Would you restate all of the entries verbatim, minus any images?

─── Dataset records ───

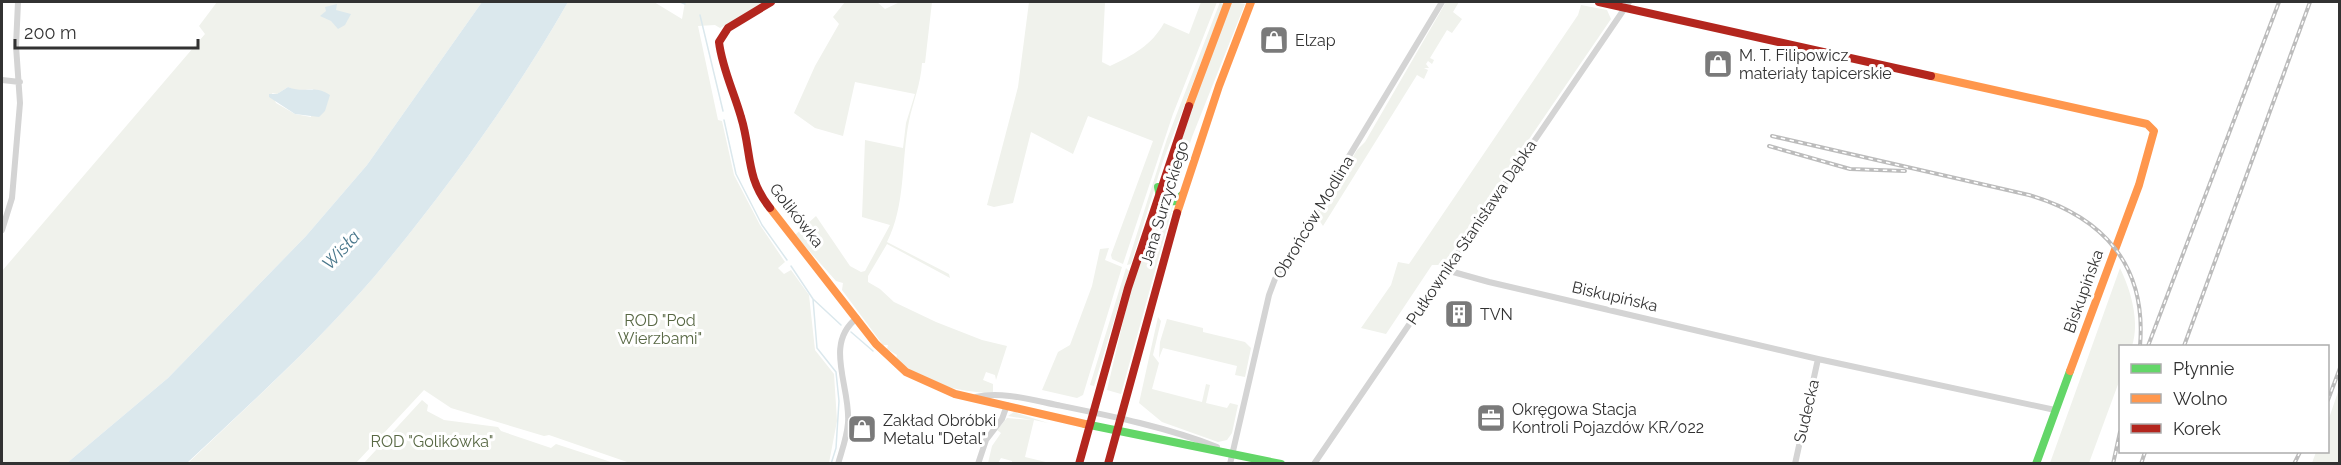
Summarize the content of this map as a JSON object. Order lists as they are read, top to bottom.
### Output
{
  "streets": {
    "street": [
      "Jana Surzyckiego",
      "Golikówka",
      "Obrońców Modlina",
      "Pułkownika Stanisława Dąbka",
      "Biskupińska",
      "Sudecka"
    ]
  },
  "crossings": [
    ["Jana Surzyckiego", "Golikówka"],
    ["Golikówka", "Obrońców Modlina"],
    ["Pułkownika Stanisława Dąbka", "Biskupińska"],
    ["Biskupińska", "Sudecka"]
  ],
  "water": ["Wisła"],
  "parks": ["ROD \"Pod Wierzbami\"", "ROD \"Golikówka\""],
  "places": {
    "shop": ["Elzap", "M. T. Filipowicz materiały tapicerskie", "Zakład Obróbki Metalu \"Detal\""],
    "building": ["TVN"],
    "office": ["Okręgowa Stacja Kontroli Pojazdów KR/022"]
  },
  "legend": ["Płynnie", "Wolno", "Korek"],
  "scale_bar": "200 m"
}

───

## Answer space
Summarize the content of this map as a JSON object. Order lists as they are read, top to bottom.
### Output
{
  "streets": {
    "street": [
      "Jana Surzyckiego",
      "Golikówka",
      "Obrońców Modlina",
      "Pułkownika Stanisława Dąbka",
      "Biskupińska",
      "Sudecka"
    ]
  },
  "crossings": [
    ["Jana Surzyckiego", "Golikówka"],
    ["Golikówka", "Obrońców Modlina"],
    ["Pułkownika Stanisława Dąbka", "Biskupińska"],
    ["Biskupińska", "Sudecka"]
  ],
  "water": ["Wisła"],
  "parks": ["ROD \"Pod Wierzbami\"", "ROD \"Golikówka\""],
  "places": {
    "shop": ["Elzap", "M. T. Filipowicz materiały tapicerskie", "Zakład Obróbki Metalu \"Detal\""],
    "building": ["TVN"],
    "office": ["Okręgowa Stacja Kontroli Pojazdów KR/022"]
  },
  "legend": ["Płynnie", "Wolno", "Korek"],
  "scale_bar": "200 m"
}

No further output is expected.